» **Directions for this task**: Among the records below, find each line that includes the string "yChannelSelector" and copy it.

Stored data entries

===

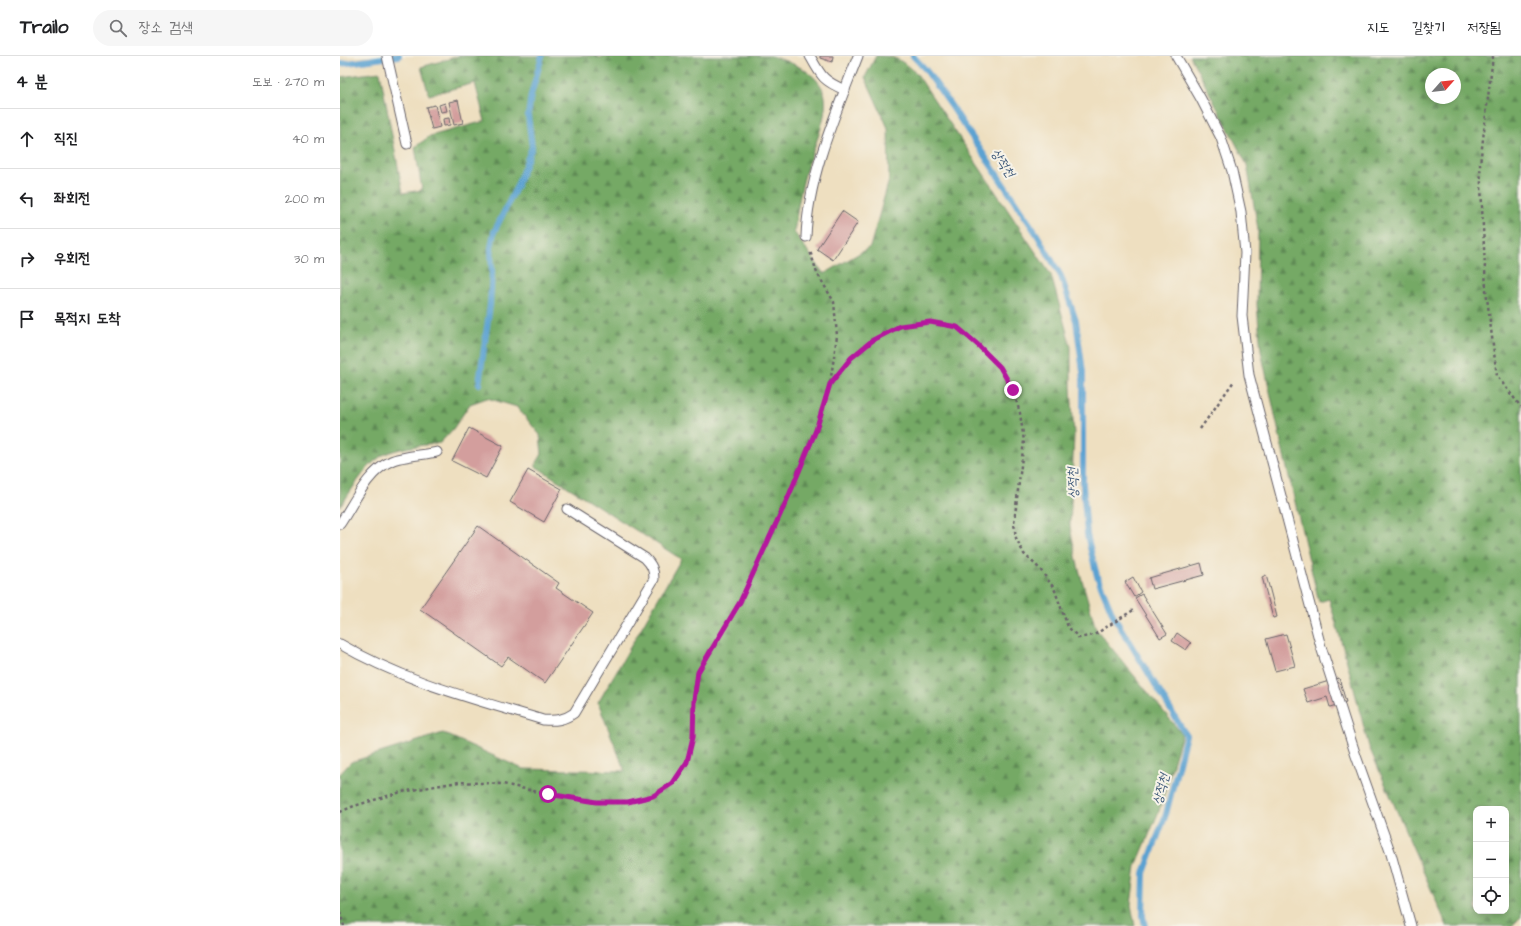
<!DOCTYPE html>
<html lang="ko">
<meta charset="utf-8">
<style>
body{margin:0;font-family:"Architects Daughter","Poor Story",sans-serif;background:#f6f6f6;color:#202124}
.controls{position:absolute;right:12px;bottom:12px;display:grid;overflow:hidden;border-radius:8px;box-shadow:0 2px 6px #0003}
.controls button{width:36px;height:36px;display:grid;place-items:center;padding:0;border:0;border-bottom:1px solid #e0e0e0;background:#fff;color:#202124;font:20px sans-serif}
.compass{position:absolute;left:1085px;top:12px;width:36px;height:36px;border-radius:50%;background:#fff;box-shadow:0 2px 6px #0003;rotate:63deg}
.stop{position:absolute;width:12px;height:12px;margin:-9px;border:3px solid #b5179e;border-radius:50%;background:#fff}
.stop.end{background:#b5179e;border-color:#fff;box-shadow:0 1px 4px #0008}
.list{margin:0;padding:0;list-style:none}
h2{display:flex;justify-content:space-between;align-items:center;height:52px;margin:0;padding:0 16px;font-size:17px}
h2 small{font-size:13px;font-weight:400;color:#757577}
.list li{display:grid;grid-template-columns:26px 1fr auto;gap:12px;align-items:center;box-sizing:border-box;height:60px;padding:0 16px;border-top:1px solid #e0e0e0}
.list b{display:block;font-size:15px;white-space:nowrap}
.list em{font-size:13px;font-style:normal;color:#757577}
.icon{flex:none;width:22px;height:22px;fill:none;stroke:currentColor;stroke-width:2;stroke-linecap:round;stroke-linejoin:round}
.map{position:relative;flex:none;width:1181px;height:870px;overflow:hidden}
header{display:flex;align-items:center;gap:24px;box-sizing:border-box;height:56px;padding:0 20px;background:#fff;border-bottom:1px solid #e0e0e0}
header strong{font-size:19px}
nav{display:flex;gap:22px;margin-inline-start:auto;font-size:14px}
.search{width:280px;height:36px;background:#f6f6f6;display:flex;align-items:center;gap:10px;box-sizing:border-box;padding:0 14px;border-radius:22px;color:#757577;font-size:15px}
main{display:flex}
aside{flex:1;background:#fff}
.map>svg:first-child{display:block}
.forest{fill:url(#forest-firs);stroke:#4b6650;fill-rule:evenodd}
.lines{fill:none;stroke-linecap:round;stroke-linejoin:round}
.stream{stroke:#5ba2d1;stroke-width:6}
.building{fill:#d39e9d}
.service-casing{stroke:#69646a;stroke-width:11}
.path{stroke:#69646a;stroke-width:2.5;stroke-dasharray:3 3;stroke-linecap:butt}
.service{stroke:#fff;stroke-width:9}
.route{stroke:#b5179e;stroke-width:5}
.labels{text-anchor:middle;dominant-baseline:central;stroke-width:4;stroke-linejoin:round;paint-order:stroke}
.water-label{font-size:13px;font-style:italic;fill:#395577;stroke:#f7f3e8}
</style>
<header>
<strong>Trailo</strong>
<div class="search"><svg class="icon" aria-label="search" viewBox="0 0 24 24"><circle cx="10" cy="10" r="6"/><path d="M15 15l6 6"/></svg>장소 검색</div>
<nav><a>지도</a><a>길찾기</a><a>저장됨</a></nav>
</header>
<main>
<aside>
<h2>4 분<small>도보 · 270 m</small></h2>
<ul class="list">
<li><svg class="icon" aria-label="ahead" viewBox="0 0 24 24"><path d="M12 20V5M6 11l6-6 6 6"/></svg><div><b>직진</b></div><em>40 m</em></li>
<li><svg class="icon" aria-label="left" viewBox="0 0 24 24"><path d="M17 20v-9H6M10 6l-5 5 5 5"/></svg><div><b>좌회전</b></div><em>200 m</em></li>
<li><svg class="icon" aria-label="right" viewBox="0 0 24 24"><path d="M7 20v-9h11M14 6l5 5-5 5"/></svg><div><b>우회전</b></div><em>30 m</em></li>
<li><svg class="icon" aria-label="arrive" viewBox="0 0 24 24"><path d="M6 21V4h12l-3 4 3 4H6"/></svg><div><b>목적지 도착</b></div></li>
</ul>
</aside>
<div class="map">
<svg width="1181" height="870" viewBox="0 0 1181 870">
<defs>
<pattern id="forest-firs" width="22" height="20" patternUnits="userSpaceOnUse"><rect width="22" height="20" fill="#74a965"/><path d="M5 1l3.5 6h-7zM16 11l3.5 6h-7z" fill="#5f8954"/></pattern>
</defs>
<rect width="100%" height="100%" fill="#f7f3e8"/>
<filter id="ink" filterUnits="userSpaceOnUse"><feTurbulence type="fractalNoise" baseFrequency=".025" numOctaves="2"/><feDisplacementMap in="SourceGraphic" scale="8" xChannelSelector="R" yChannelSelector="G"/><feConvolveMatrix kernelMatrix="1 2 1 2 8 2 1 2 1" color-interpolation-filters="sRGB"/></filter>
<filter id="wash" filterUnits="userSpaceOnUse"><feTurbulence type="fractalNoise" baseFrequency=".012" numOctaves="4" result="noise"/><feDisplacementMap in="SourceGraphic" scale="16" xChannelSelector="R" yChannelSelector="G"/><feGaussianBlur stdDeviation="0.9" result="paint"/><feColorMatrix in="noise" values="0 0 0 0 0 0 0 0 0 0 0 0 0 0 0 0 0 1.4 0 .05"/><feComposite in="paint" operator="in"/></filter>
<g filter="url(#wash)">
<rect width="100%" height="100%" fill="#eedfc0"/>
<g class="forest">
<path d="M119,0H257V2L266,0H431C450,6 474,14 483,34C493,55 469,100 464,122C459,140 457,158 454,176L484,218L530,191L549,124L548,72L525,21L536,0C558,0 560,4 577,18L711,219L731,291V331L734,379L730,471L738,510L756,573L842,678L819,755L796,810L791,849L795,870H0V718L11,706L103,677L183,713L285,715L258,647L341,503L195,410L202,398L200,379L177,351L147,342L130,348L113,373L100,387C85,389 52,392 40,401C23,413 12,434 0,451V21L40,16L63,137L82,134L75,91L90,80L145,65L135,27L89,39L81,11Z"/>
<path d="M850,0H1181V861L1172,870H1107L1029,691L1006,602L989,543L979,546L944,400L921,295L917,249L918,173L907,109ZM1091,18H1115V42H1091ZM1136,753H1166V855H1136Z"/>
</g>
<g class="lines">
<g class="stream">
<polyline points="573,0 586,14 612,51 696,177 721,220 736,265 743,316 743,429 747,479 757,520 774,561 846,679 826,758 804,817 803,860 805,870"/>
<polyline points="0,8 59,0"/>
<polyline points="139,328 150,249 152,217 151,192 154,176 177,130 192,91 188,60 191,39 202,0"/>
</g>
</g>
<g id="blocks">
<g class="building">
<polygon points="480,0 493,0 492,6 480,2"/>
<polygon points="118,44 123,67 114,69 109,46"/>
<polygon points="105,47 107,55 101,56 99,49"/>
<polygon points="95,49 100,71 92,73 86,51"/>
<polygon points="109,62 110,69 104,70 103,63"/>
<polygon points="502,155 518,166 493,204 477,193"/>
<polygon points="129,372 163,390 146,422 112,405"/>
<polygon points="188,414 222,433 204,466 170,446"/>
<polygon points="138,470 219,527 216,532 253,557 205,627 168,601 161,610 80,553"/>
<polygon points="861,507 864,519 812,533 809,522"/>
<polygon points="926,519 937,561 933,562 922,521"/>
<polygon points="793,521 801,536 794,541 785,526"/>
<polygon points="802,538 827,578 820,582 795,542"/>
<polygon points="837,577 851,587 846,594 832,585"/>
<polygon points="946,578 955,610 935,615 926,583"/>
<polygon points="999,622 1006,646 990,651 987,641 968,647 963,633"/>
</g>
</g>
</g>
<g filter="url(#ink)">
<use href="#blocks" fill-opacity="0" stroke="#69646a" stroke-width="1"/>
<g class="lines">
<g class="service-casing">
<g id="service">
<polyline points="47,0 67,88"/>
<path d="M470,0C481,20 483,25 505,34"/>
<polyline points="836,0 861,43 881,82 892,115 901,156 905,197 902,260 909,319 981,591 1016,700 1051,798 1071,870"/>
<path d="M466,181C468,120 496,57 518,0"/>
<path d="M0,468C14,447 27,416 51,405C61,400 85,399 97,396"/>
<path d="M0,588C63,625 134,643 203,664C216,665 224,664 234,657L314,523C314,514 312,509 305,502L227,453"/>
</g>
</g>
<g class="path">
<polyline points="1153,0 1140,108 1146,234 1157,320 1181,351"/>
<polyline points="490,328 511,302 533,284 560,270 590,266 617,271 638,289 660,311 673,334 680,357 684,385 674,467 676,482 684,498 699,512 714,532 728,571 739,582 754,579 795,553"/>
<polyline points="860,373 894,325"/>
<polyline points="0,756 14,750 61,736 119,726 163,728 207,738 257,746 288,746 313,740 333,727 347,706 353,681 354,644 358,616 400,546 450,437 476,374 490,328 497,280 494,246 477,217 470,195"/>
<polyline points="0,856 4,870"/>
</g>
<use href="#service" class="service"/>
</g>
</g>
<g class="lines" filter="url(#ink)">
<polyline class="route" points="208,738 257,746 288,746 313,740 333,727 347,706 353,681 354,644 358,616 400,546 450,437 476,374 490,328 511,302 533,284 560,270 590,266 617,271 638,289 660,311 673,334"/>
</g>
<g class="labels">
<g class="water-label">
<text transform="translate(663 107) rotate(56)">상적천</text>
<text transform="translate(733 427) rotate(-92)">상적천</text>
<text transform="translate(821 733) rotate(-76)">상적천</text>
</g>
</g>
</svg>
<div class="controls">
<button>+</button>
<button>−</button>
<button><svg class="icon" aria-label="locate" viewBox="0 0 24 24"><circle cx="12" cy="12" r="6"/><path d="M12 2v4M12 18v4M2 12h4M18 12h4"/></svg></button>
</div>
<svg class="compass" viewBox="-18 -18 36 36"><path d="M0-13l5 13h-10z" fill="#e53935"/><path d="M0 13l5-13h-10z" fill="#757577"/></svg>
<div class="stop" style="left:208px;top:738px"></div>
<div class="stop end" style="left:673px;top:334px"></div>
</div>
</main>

===

» **Output for this task**:
<filter id="ink" filterUnits="userSpaceOnUse"><feTurbulence type="fractalNoise" baseFrequency=".025" numOctaves="2"/><feDisplacementMap in="SourceGraphic" scale="8" xChannelSelector="R" yChannelSelector="G"/><feConvolveMatrix kernelMatrix="1 2 1 2 8 2 1 2 1" color-interpolation-filters="sRGB"/></filter>
<filter id="wash" filterUnits="userSpaceOnUse"><feTurbulence type="fractalNoise" baseFrequency=".012" numOctaves="4" result="noise"/><feDisplacementMap in="SourceGraphic" scale="16" xChannelSelector="R" yChannelSelector="G"/><feGaussianBlur stdDeviation="0.9" result="paint"/><feColorMatrix in="noise" values="0 0 0 0 0 0 0 0 0 0 0 0 0 0 0 0 0 1.4 0 .05"/><feComposite in="paint" operator="in"/></filter>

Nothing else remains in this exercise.